Participants of the Geneva event, mostly diplomats representing LLDCs and transit countries’ missions in Geneva, as well as high-ranking officials from Azerbaijan, the Democratic Republic of the Congo and Nepal, recognized that there has been significant progress in transport development and trade facilitation during the last decade, but there is still a long way to go to optimize connectivity.

Unleashing the private sector

As recognized by participants at the event, the private sector can play a crucial role in tackling trade facilitation issues. Participants frequently stressed the need for governments to work in collaboration with the private sector to identify stumbling blocks, propose solutions, finance trade-facilitation infrastructure (a particular concern in resource-constrained countries), address policy shortfalls, and provide a competitive domestic environment for trade logistics service providers.

One way to unleash the role of the private sector is the effective utilization of consultative mechanisms to coordinate with public and private stakeholders on a range of measures that need to be undertaken. Rukia Shamte, Executive Secretary of the Central Corridor Transit Transport Facilitation Agency, explained that since the initiative began in 2006, public-private collaboration among Burundi, the Democratic Republic of the Congo, Rwanda, the United Republic of Tanzania and Uganda has greatly improved in parallel with improvements made in trade facilitation among them. The initiative has encouraged feedback from the private sector regarding problems it faces and solutions it has found in carrying out economic and trading activities.

In her address, Schroderus-Fox explained that recent developments in the Almaty Programme of Action have led to the incorporation of a private sector track along with the already established intergovernmental and inter-agency tracks.
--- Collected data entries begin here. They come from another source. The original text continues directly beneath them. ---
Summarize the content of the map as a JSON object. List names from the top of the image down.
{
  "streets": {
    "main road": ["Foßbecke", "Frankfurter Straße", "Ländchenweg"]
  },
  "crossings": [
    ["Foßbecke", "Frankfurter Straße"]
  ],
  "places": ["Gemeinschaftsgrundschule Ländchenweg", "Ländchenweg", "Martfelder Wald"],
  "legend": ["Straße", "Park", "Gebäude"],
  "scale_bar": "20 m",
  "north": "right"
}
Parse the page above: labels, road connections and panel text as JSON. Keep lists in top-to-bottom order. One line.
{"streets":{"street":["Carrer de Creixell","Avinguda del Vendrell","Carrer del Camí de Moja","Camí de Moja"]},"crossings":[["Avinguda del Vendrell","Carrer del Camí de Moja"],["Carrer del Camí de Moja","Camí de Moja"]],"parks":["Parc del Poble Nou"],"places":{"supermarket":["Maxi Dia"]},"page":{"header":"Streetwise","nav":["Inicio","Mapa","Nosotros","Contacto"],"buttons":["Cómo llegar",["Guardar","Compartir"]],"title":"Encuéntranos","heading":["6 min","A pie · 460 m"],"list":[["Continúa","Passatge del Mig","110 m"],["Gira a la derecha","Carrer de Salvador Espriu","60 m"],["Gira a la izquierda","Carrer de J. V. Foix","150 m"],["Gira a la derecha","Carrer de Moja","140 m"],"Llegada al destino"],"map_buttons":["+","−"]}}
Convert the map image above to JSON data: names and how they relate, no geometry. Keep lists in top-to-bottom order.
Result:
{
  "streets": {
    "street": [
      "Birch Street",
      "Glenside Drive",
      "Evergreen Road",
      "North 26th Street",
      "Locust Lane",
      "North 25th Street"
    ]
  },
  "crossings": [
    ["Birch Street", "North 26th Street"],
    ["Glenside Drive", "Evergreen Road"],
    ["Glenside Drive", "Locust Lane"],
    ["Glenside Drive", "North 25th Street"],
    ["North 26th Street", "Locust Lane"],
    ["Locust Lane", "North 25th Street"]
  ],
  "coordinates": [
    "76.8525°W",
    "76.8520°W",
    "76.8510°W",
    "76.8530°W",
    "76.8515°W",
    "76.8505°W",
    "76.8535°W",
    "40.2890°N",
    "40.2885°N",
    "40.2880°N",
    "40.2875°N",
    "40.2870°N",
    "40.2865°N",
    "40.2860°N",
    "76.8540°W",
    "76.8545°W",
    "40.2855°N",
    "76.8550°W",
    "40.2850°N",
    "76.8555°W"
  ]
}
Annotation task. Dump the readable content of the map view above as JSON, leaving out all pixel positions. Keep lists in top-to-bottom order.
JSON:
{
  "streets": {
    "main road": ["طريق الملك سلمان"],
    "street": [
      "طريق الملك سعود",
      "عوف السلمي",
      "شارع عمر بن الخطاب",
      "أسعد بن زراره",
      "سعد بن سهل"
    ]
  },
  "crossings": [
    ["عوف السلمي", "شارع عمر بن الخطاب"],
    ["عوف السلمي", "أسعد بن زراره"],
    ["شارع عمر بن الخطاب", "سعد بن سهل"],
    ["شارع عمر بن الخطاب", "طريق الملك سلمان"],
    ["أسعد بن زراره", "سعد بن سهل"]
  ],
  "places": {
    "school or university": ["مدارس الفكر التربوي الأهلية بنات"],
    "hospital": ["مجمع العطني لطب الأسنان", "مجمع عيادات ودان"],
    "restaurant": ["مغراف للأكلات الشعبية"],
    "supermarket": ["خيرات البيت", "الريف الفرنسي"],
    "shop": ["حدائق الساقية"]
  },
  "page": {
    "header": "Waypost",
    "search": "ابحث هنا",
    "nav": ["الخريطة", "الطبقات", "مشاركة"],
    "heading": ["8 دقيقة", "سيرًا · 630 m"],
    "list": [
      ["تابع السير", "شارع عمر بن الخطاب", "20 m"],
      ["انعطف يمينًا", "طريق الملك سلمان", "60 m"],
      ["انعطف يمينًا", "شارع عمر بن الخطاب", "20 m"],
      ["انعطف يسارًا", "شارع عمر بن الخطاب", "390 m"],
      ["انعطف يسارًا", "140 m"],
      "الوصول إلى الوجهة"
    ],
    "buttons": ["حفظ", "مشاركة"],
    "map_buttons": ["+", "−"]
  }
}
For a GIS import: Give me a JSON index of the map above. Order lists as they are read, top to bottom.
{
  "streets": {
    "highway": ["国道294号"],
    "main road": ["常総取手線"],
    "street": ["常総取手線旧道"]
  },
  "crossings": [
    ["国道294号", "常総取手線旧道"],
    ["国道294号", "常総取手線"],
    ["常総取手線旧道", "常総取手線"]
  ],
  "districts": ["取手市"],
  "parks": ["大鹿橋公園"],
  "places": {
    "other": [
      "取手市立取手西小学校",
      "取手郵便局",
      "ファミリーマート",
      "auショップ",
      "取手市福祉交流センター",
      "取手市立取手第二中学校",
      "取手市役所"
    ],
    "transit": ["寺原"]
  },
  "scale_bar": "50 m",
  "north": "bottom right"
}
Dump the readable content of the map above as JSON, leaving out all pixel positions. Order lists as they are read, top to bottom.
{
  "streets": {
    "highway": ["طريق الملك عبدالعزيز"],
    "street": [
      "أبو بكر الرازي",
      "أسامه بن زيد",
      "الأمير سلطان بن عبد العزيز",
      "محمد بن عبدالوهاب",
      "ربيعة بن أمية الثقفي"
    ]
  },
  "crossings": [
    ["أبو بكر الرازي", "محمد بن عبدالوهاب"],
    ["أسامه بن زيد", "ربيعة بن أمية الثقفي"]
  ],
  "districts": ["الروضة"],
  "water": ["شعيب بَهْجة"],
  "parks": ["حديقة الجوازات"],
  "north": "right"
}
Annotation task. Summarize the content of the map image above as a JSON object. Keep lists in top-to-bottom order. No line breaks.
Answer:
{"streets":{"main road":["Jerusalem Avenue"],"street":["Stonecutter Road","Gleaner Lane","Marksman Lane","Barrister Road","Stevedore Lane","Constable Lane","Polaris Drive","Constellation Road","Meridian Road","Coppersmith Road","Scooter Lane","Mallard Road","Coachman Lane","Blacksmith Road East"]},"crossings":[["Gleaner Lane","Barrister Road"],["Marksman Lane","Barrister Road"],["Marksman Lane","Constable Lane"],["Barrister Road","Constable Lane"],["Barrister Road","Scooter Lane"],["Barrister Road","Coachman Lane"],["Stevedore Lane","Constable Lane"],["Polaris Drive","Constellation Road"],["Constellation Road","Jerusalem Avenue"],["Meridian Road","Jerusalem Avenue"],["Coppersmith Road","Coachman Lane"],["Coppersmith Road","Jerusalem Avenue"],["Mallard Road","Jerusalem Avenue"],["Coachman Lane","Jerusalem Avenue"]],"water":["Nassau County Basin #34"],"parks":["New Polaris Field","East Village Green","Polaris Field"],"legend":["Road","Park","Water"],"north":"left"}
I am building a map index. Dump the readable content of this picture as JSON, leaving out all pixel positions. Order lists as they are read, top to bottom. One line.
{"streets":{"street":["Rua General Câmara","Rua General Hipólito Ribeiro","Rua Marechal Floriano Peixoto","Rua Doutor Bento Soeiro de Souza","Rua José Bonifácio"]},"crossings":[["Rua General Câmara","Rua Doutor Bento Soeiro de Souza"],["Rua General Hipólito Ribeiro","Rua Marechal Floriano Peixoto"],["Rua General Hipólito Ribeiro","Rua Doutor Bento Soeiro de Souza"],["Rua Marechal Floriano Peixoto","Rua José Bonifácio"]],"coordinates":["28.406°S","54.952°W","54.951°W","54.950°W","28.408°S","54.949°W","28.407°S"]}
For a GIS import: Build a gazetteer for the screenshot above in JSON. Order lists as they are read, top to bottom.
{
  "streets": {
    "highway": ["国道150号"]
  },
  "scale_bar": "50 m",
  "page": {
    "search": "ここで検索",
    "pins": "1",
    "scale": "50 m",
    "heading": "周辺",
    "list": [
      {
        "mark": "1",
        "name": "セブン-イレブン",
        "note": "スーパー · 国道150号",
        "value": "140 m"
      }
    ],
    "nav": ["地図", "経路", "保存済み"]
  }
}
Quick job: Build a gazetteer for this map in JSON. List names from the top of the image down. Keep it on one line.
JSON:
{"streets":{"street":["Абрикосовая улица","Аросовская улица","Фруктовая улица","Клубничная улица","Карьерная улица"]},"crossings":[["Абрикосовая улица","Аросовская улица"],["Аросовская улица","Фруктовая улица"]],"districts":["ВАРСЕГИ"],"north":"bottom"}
‘The purpose of the private sector track is to ensure that private sector representatives are actively engaged during all stages of the preparatory process and at the Conference itself, in particular with a view to helping identify concrete, action-oriented proposals addressing LLDC-specific problems and challenges in the area of trade and trade facilitation, transport, investment and enterprise development,’ Schroderus-Fox said. Ultimately, she added, the private sector can contribute to the formulation of innovative strategies and policy recommendations that will form the new development framework to be adopted at the conference.